West Virginia Governor Jabs Obama in Trump-Heavy News Conference
By Caity Coyne
June 4, 2020 - After briefly and abruptly leaving his own news conference Wednesday to take a call from President Donald Trump, West Virginia Governor Jim Justice ended the briefing by inviting any presidents to come to West Virginia, with the exception of Barack Obama.
The news conference was Justice’s regularly scheduled daily briefing on COVID-19 in West Virginia. While some news was given regarding the virus — 78 people have now died, mass-testing is ongoing at the state’s prisons and jails, and out-of-staters will soon be welcome at state camping grounds, forests and parks — much time was spent discussing the relationship between Justice and Trump.
“I wanted him to know just how welcome he is in West Virginia,” Justice said. “And any president, you know, we should absolutely welcome all but — well, maybe not Barack Obama. Nevertheless, we’ll welcome any president.”

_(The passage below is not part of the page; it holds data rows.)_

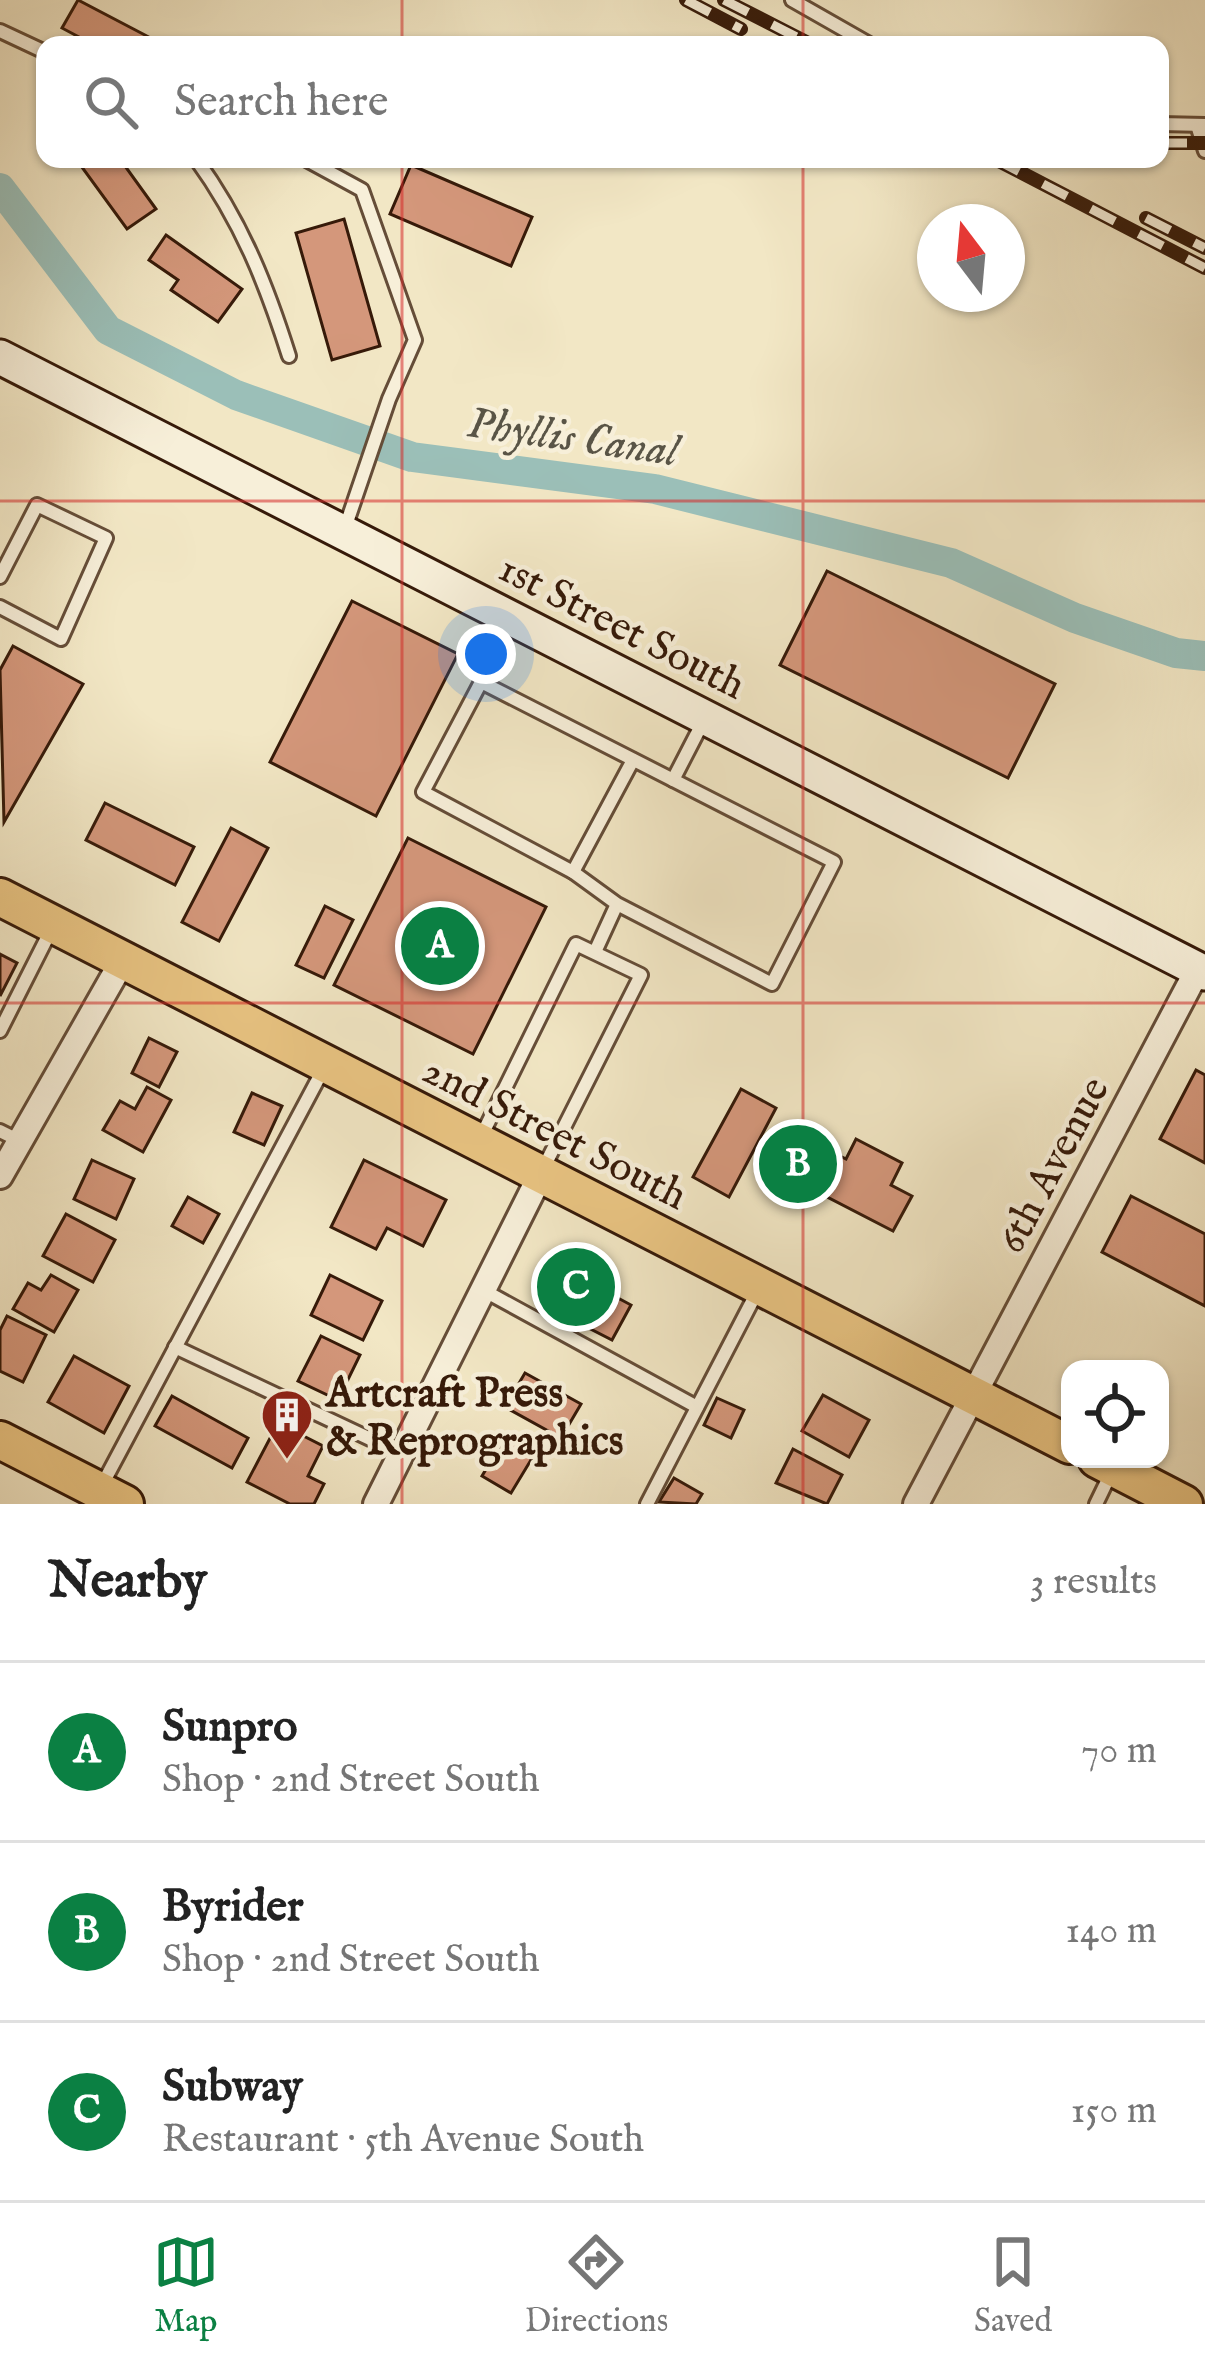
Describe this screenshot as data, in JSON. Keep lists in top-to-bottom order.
{
  "streets": {
    "main road": ["2nd Street South"],
    "street": ["1st Street South", "6th Avenue"]
  },
  "crossings": [
    ["1st Street South", "6th Avenue"],
    ["2nd Street South", "6th Avenue"]
  ],
  "water": ["Phyllis Canal"],
  "places": {
    "building": ["Artcraft Press & Reprographics"]
  },
  "north": "top",
  "page": {
    "search": "Search here",
    "pins": ["A", "B", "C"],
    "heading": ["Nearby", "3 results"],
    "list": [
      {
        "mark": "A",
        "name": "Sunpro",
        "note": "Shop · 2nd Street South",
        "value": "70 m"
      },
      {
        "mark": "B",
        "name": "Byrider",
        "note": "Shop · 2nd Street South",
        "value": "140 m"
      },
      {
        "mark": "C",
        "name": "Subway",
        "note": "Restaurant · 5th Avenue South",
        "value": "150 m"
      }
    ],
    "nav": ["Map", "Directions", "Saved"]
  }
}
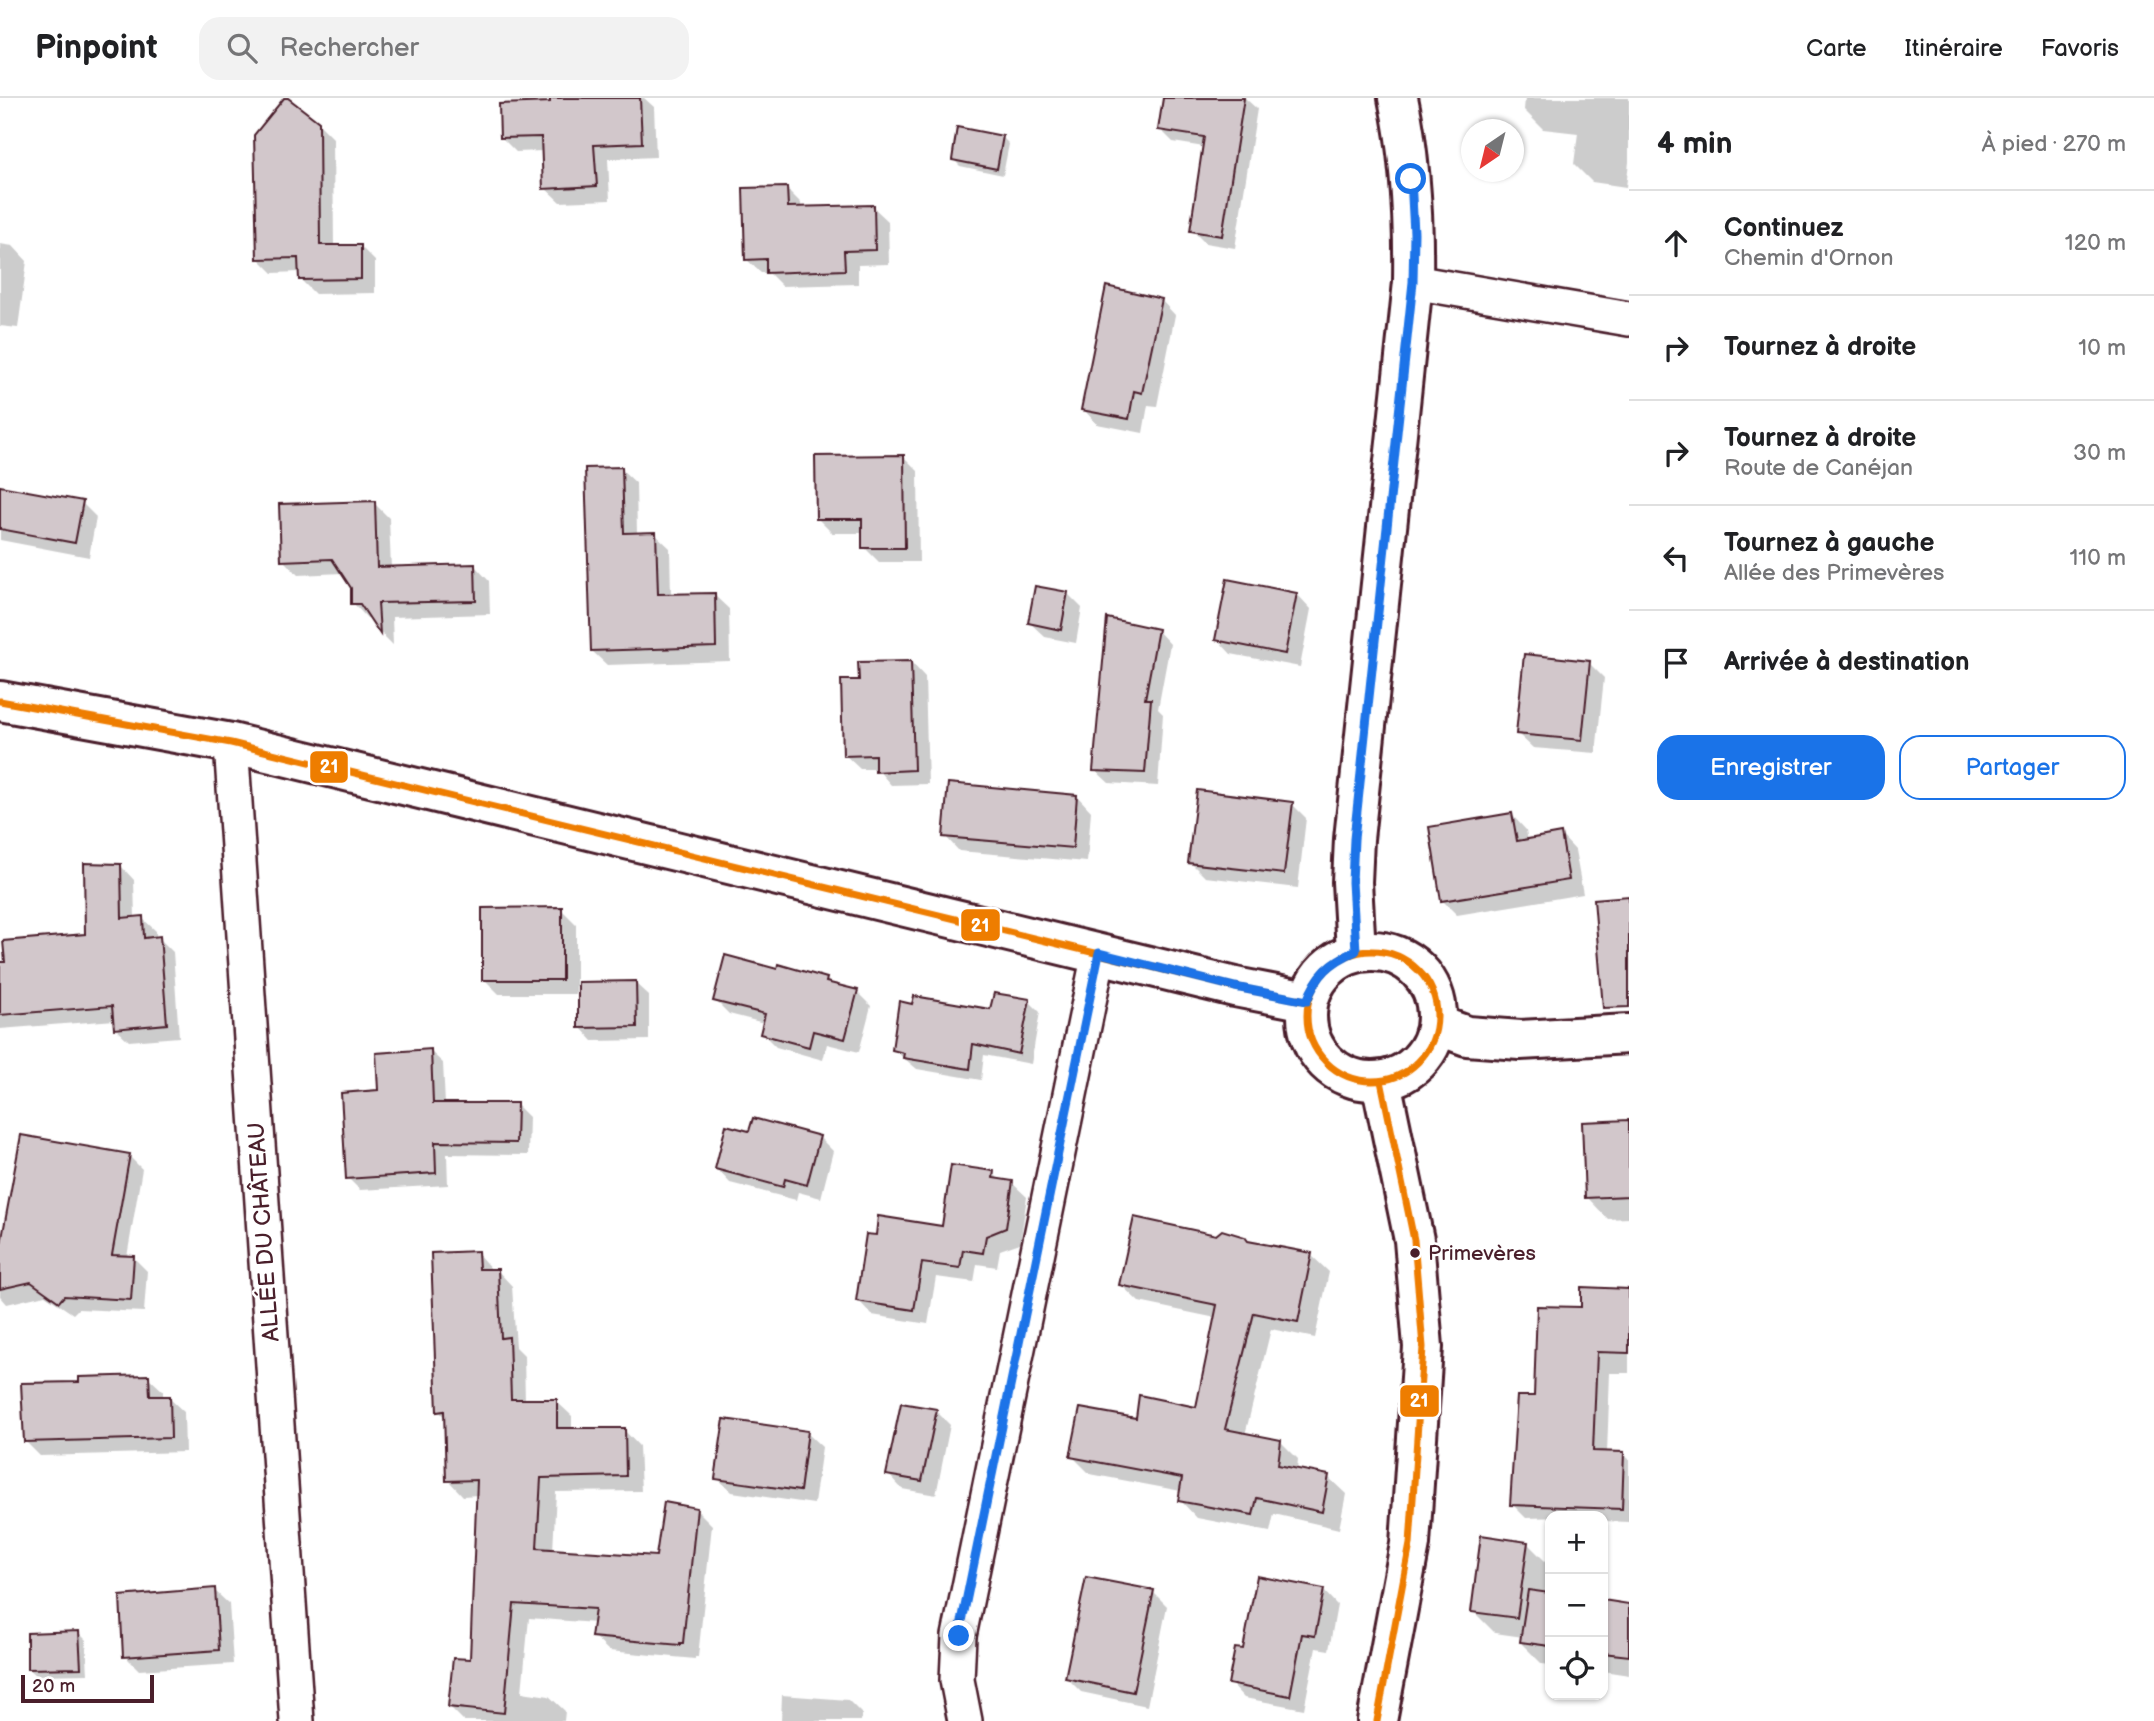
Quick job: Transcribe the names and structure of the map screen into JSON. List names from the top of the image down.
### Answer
{
  "streets": {
    "street": ["ALLÉE DU CHÂTEAU"]
  },
  "places": ["Primevères"],
  "lines": ["transit line 21"],
  "scale_bar": "20 m",
  "north": "bottom left",
  "page": {
    "header": "Pinpoint",
    "search": "Rechercher",
    "nav": ["Carte", "Itinéraire", "Favoris"],
    "heading": ["4 min", "À pied · 270 m"],
    "list": [
      ["Continuez", "Chemin d'Ornon", "120 m"],
      ["Tournez à droite", "10 m"],
      ["Tournez à droite", "Route de Canéjan", "30 m"],
      ["Tournez à gauche", "Allée des Primevères", "110 m"],
      "Arrivée à destination"
    ],
    "buttons": ["Enregistrer", "Partager"],
    "map_buttons": ["+", "−"],
    "scale": "20 m"
  }
}
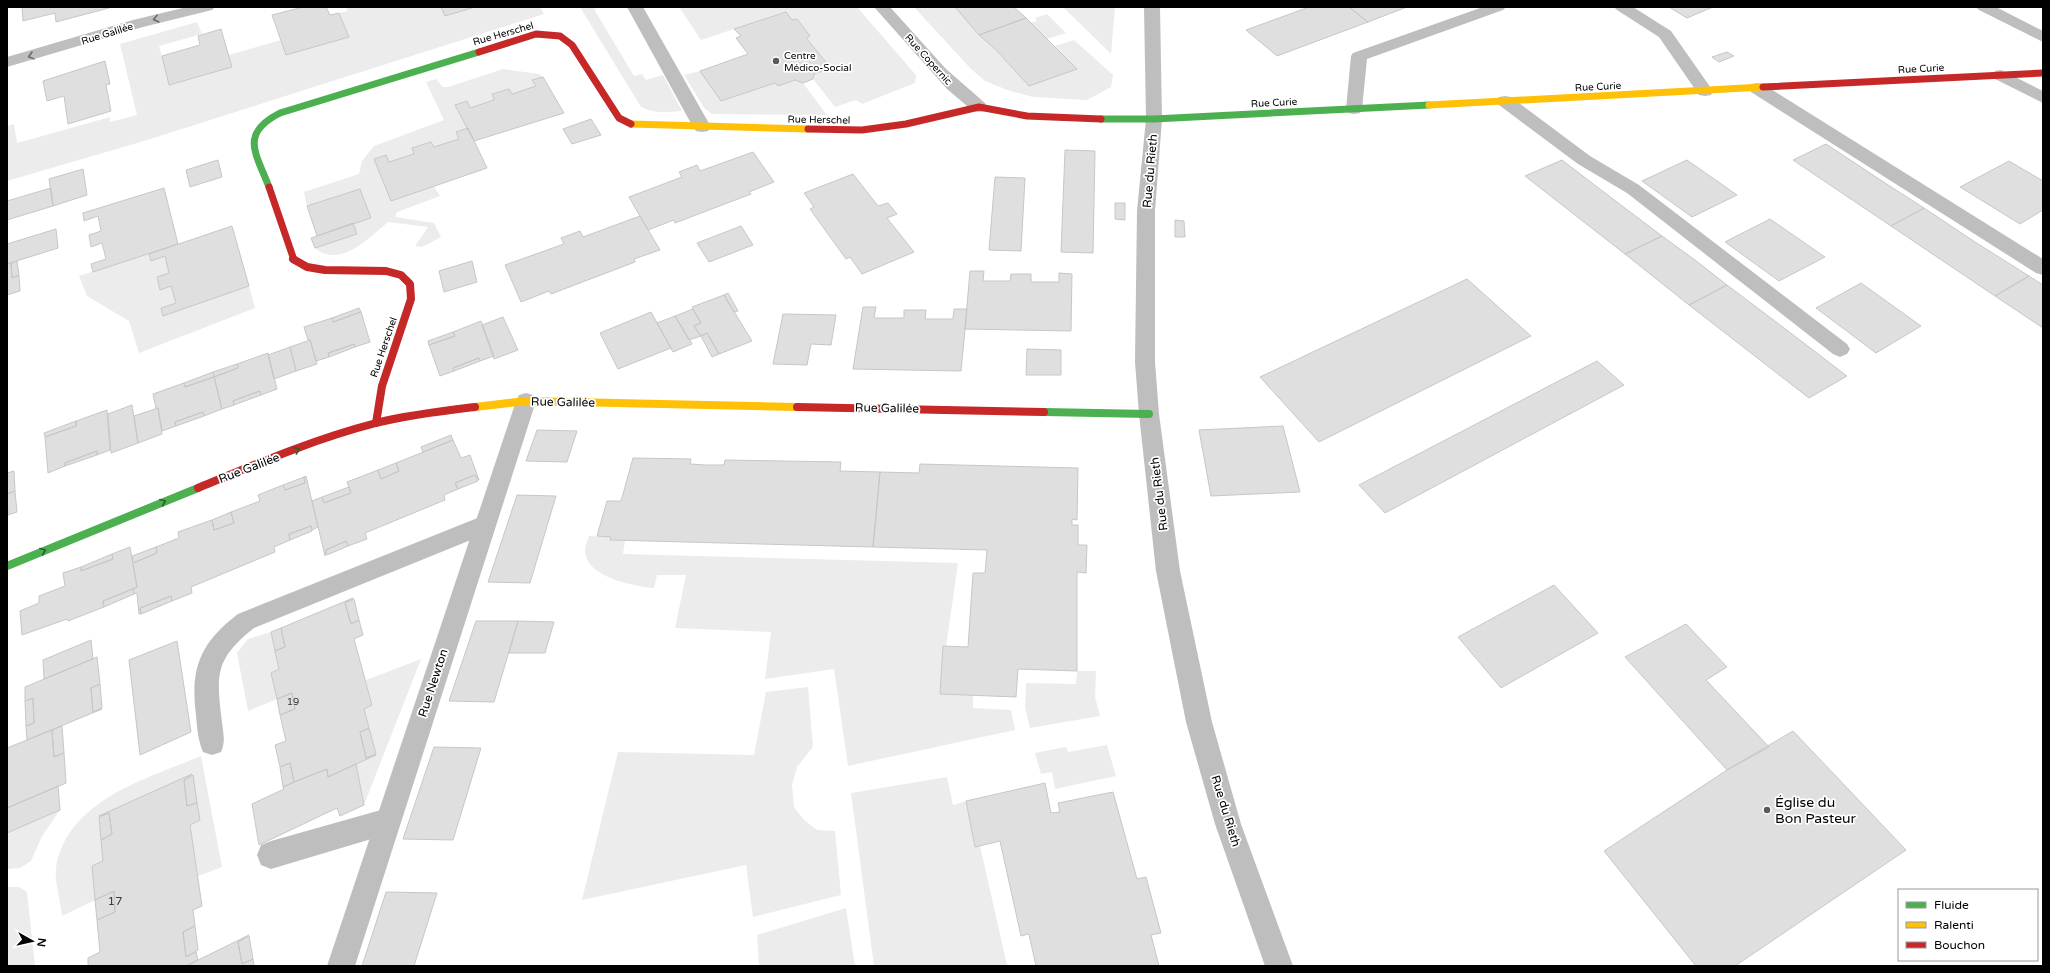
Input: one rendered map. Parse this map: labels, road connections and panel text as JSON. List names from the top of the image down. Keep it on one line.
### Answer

The statement came as Justice was explaining the benefits of his close relationship with the president, telling West Virginians they should be proud that Trump knows where they are and will listen to what they need.
Obama is the only black president in U.S. history, and Justice’s comment also came as protests demanding racial equality and justice are unfolding across the nation and the world.
In a statement Wednesday afternoon, Justice clarified his comment, saying it was made in jest and was referring to “the Obama Administration’s war on coal.”
Justice alleges that the Obama Administration, from 2008-16, had a “specific strategy to destroy [West Virginia’s] coal industry.”
For years, the “War on Coal” has been a rallying cry in West Virginia and other coal-producing states, however it’s hard to prove.
Demand for coal has organically declined over the past decade as the natural gas industry — an often more affordable alternative to coal — has grown. There is physically less coal available that can be safely accessed in places like Southern West Virginia, because it’s a nonrenewable energy.
The decline of coal cannot be tied to one politician — over the past two years, several large coal companies, such as Murray Energy, Blackjewell LLC and Revelation Energy LLC, have filed for bankruptcy, taking hundreds of coal mining jobs off the market.
Obama has never had wide support in West Virginia, even among Democrats. He lost the 2008 West Virginia Democratic Party primary to Hillary Clinton. In the 2012 primary, Keith Judd, a felon, took 40 percent of the votes.
“I want to love everybody and, by that, I mean everybody, including President Obama,” Justice said in his statement. “But, at the end of the day, what happened to West Virginia during his time in the Oval Office will take us decades and decades to recover from, if ever.”
Justice said the call he took from Trump during Wednesday’s news conference was about a lot of things, some he couldn’t talk about. Justice was gone on the call for roughly 5 minutes. Specifically, Justice said, he and the president discussed the ongoing protests across the country over the in-custody death of George Floyd in Minnesota, as well as the coronavirus pandemic. However, there were not many details given on the talk.
On Tuesday, WSAZ-TV reported that Justice had pitched the idea of bringing the Republican National Convention to West Virginia. The convention initially was going to be held in August in Charlotte, North Carolina, but leaders there pulled out, citing concerns over a mass gathering while COVID-19 is still spreading.